Tag Archives: politics

What about Uganda?

The web, radio, and television have been flooded recently with the news about Uganda’s Anti-Gay Bill, sentencing homosexuals, or people who commit homosexual acts to anywhere between 5 years and life in prison. Anti-Homosexuality Bill

The specifics of the bill can be seen here to the left, and, as you can imagine, it has been causing international uproar. Today on the web I saw an article with a graphic photo of a supposedly homosexual man being burned alive in front of a group of people which included many children.  That image made me want to write about whats going on in Uganda for my blog this week, and how whats happening there is associated with ICTs.

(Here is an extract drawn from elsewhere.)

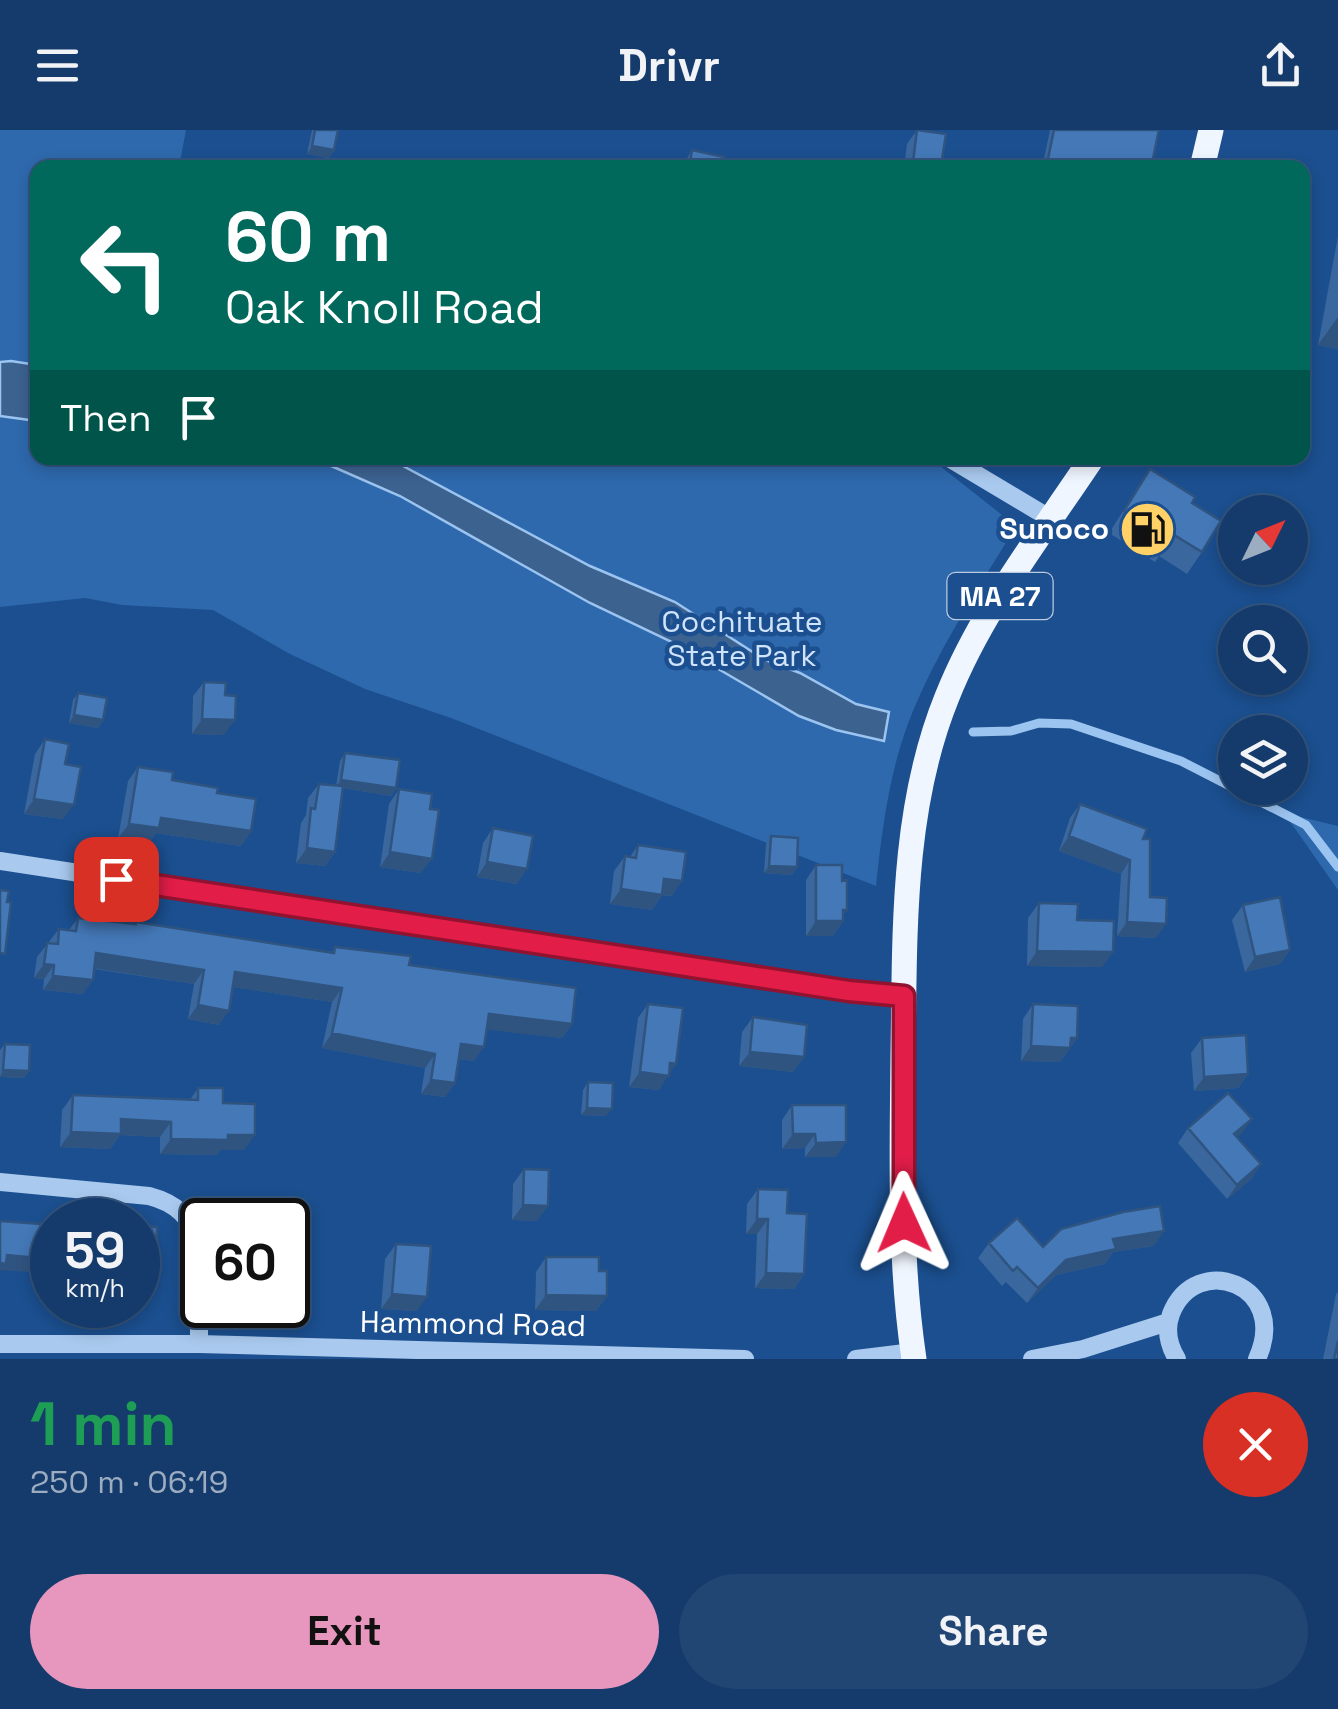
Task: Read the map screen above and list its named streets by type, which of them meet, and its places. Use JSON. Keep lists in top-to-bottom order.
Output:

First of all, its amazing how fast news flies these days; uproar began even before the bill was signed, as early as 2009 when it was first being introduced. Since then foreign diplomats have been pressuring the Ugandan government to not sign the bill but, as we all know, it was to no avail. The World Bank now has said that it will delay a huge loan it had promised the nation because of this bill. Now some of the biggest worries for Ugandans and the international community alike are about the safety of people who may be at risk. Jail is not even the type of risk that is most concerning, but the fact that gays are being beaten, killed, and denied services such as healthcare in their own countries. So what does this all have to do with ICTs? First of all, without the Internet the international community would have much less influence over the happenings in other parts of the world. Amnesty International immediately set up a protest petition, gaining over 200,000 signatures within a few days. The hashtag #uganda has surged suddenly, leading to thousands of tweets about whats going on in that country an opinions on the bill.  Mobile phone users have captured incredible and horrifying images of protests and human rights abuses and are putting them on the web for the whole world to see. ICTs have given us the power to do this, to effect change thousands of miles away, to support protesters, or to watch entire nations collapse.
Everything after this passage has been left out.